__WHAT IS BEING ASKED__.
Scan the records for the word "halo". Return each line where it is found.

__RECORD EXTRACTS__.
--*--
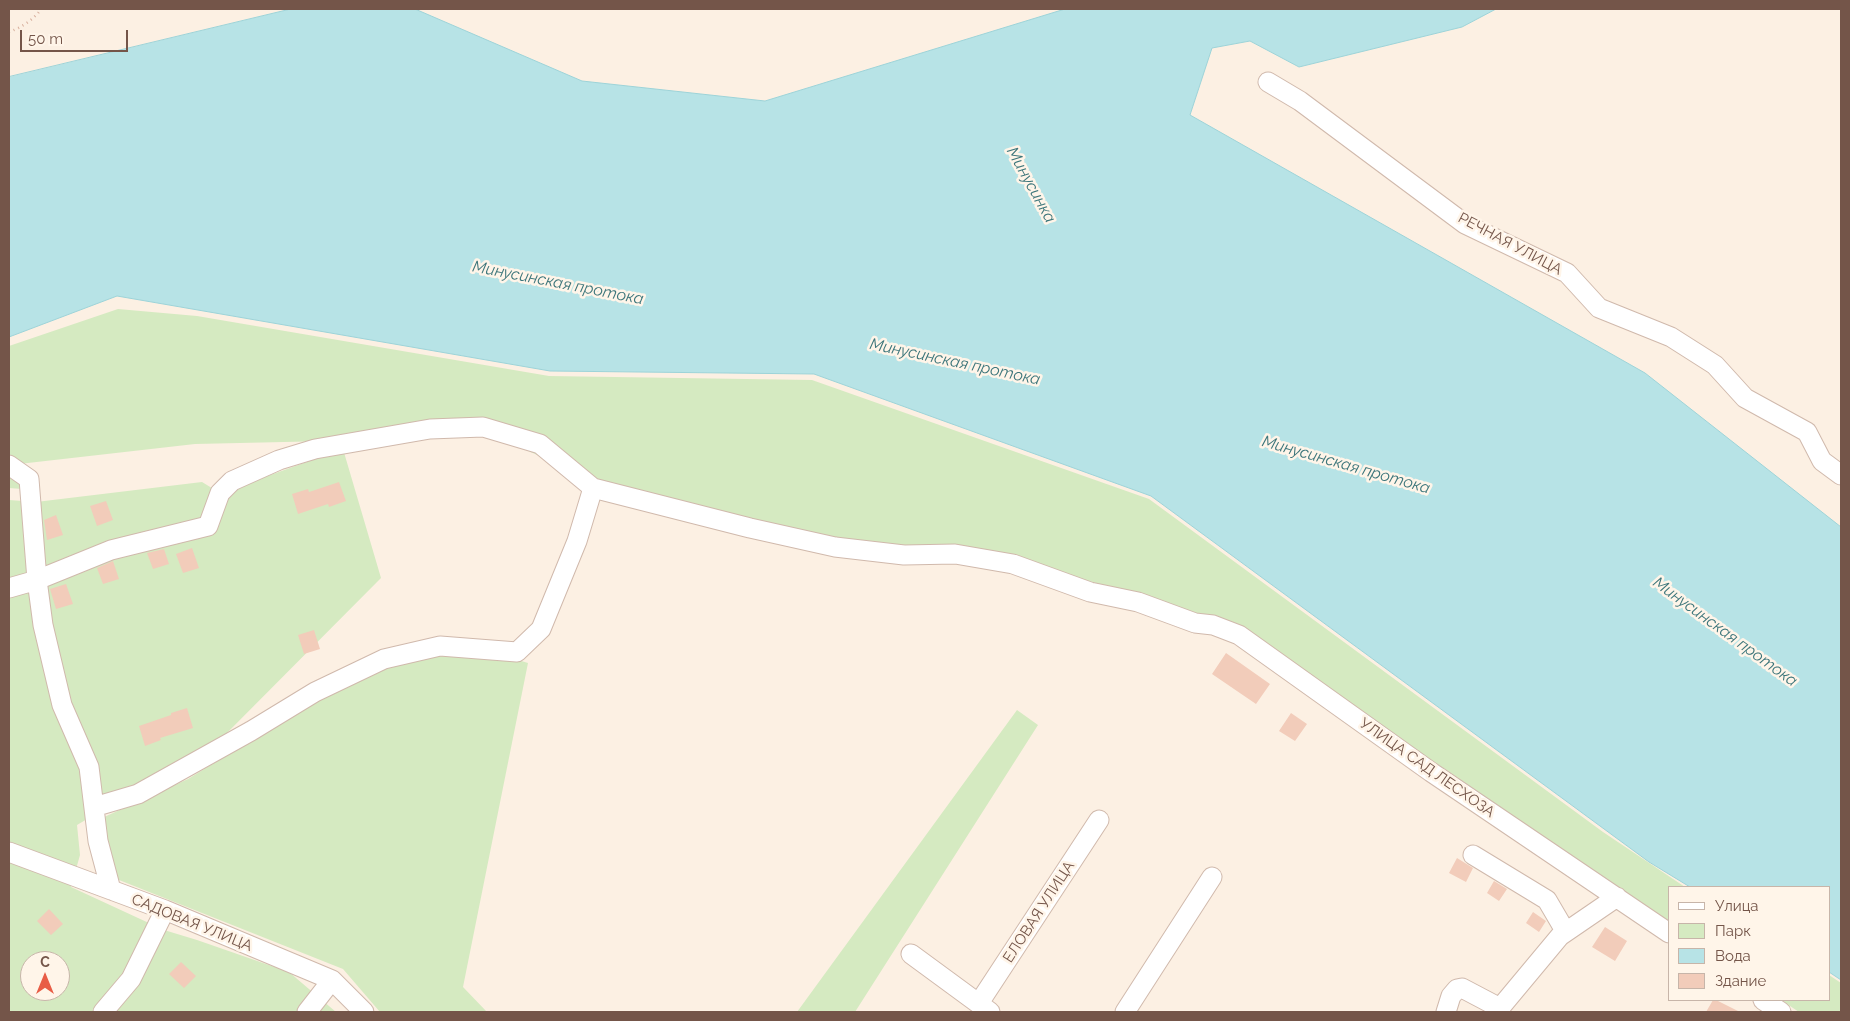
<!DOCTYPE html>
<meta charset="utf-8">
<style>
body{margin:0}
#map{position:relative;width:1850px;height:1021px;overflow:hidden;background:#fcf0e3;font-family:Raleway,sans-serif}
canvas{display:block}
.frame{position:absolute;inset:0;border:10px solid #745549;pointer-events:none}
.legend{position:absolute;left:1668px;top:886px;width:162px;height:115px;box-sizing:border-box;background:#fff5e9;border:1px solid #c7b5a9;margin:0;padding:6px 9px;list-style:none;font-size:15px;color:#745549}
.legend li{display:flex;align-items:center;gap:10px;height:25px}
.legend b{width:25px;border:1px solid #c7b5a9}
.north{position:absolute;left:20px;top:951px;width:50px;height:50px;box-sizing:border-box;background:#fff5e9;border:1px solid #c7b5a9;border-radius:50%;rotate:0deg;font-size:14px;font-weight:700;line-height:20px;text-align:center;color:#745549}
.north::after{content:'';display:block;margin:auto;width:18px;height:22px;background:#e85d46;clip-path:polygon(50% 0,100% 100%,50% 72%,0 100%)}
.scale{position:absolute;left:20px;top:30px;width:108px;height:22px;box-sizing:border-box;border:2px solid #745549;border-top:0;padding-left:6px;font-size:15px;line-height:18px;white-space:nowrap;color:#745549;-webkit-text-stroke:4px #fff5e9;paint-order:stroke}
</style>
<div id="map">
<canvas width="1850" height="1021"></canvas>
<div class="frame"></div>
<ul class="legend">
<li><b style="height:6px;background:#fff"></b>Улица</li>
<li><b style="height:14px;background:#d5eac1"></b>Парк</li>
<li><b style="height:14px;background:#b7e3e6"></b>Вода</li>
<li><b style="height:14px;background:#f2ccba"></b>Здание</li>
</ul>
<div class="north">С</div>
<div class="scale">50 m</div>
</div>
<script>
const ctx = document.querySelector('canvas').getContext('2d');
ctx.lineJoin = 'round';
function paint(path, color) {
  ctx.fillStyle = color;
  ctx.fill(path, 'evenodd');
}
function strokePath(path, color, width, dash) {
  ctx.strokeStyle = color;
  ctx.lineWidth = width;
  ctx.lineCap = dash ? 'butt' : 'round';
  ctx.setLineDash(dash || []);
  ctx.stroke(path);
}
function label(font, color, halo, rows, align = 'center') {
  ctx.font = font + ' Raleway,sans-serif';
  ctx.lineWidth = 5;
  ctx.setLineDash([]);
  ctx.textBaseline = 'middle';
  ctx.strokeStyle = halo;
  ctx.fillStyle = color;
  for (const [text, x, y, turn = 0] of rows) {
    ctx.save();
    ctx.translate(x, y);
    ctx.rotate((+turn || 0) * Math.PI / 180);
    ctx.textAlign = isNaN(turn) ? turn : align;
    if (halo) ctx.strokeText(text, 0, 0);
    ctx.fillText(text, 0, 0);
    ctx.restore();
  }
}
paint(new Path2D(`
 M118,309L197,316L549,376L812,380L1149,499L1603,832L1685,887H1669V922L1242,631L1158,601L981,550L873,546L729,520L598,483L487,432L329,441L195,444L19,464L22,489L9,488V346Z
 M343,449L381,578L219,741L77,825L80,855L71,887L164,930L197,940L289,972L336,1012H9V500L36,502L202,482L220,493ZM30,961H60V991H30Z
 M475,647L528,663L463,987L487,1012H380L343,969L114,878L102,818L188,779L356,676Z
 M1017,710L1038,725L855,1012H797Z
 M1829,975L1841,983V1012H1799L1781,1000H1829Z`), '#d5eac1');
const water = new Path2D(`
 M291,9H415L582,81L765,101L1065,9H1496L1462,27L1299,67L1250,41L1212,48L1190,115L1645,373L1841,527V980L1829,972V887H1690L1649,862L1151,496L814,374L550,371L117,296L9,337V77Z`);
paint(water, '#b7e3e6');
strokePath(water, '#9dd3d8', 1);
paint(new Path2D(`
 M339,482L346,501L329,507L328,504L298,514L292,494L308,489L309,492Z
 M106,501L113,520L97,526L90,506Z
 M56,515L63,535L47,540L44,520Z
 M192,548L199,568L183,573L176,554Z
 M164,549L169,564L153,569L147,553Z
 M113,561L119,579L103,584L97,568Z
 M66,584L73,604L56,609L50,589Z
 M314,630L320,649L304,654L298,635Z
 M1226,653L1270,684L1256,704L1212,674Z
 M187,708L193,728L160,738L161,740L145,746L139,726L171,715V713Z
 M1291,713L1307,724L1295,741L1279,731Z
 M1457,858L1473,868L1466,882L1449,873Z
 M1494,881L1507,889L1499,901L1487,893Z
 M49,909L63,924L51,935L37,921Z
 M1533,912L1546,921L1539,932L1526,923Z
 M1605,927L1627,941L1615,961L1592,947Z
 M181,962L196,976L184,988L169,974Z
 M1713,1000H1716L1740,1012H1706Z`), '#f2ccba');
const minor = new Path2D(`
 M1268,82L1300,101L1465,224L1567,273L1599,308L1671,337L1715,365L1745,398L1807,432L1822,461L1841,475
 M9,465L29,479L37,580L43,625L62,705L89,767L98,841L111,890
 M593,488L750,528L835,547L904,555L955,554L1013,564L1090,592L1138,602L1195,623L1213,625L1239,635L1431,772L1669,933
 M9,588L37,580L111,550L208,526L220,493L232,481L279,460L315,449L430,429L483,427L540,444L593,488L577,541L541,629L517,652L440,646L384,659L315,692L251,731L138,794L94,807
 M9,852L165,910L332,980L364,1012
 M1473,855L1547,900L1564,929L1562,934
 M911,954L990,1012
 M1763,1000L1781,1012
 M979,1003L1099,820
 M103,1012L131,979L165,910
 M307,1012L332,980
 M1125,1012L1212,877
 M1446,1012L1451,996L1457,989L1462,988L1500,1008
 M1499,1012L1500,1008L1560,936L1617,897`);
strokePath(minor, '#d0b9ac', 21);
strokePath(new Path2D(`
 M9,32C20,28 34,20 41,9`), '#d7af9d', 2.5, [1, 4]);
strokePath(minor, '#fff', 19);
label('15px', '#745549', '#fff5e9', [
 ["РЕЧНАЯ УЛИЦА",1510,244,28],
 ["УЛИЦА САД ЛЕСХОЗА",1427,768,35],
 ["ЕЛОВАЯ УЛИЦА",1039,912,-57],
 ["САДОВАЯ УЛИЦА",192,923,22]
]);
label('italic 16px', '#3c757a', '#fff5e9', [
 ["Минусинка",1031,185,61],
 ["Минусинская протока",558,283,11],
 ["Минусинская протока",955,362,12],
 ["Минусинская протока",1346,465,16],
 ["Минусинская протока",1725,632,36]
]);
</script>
--*--
__RESPONSE__.
function label(font, color, halo, rows, align = 'center') {
  ctx.strokeStyle = halo;
    if (halo) ctx.strokeText(text, 0, 0);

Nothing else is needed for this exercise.